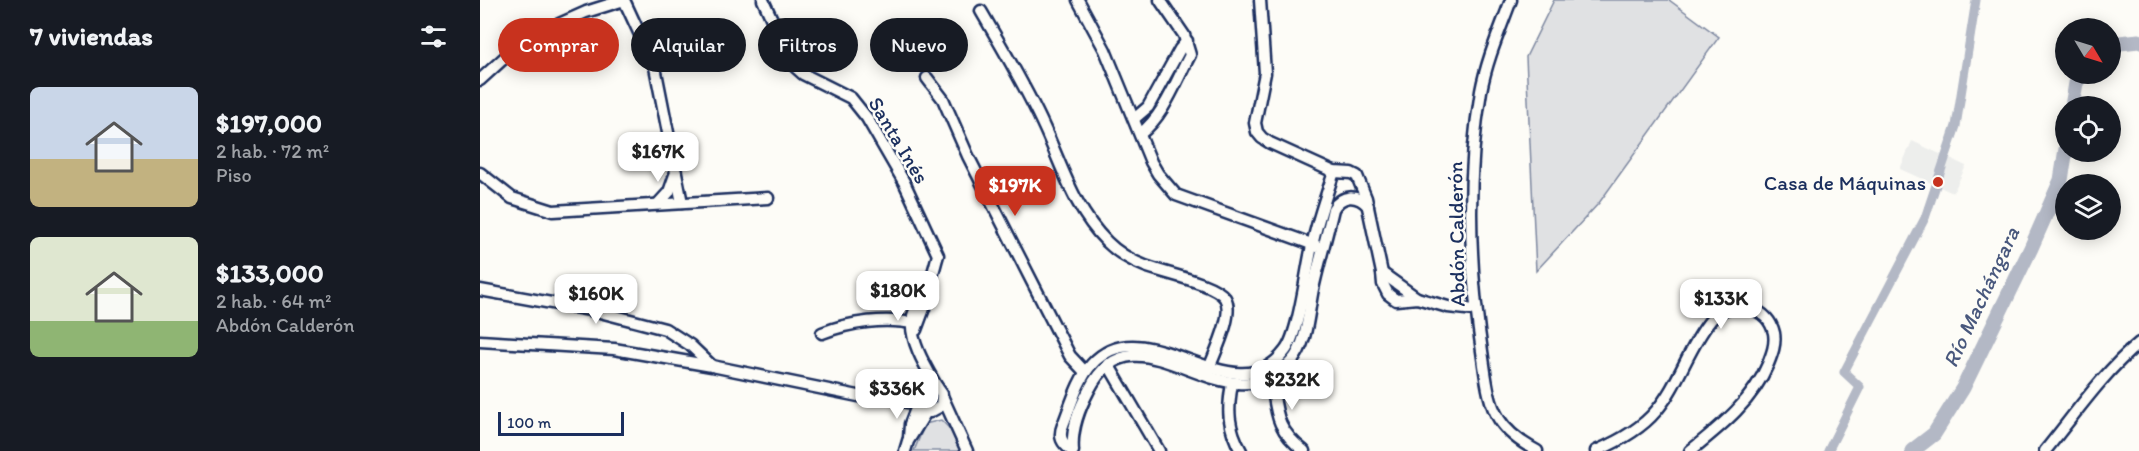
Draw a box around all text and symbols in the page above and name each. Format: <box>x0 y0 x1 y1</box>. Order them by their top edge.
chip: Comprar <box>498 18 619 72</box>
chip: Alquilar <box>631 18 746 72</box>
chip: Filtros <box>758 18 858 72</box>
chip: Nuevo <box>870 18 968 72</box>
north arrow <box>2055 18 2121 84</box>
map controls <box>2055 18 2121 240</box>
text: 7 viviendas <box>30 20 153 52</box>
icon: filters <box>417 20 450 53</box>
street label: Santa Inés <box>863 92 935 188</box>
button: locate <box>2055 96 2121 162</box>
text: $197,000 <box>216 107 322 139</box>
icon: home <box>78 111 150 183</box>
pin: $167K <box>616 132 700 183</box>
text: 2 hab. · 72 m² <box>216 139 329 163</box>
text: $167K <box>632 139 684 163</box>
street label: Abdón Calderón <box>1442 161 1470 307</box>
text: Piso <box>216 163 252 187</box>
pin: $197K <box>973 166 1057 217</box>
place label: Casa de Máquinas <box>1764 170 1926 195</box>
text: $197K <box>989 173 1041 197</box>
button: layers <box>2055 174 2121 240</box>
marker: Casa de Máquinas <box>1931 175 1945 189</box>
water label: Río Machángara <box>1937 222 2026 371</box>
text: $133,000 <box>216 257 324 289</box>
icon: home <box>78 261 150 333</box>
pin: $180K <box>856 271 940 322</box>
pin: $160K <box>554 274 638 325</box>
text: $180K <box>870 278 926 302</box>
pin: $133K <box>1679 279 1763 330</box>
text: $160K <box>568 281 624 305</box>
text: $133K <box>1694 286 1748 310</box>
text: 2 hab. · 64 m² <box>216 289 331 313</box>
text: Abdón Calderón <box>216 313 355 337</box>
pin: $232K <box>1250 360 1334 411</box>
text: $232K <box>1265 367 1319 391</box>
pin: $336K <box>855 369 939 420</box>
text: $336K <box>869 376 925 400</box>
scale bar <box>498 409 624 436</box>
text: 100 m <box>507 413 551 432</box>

**Exercise requirements**.
Total the lines of the data that include the word "home", and give that total as the sole response.

**Answer space**.
2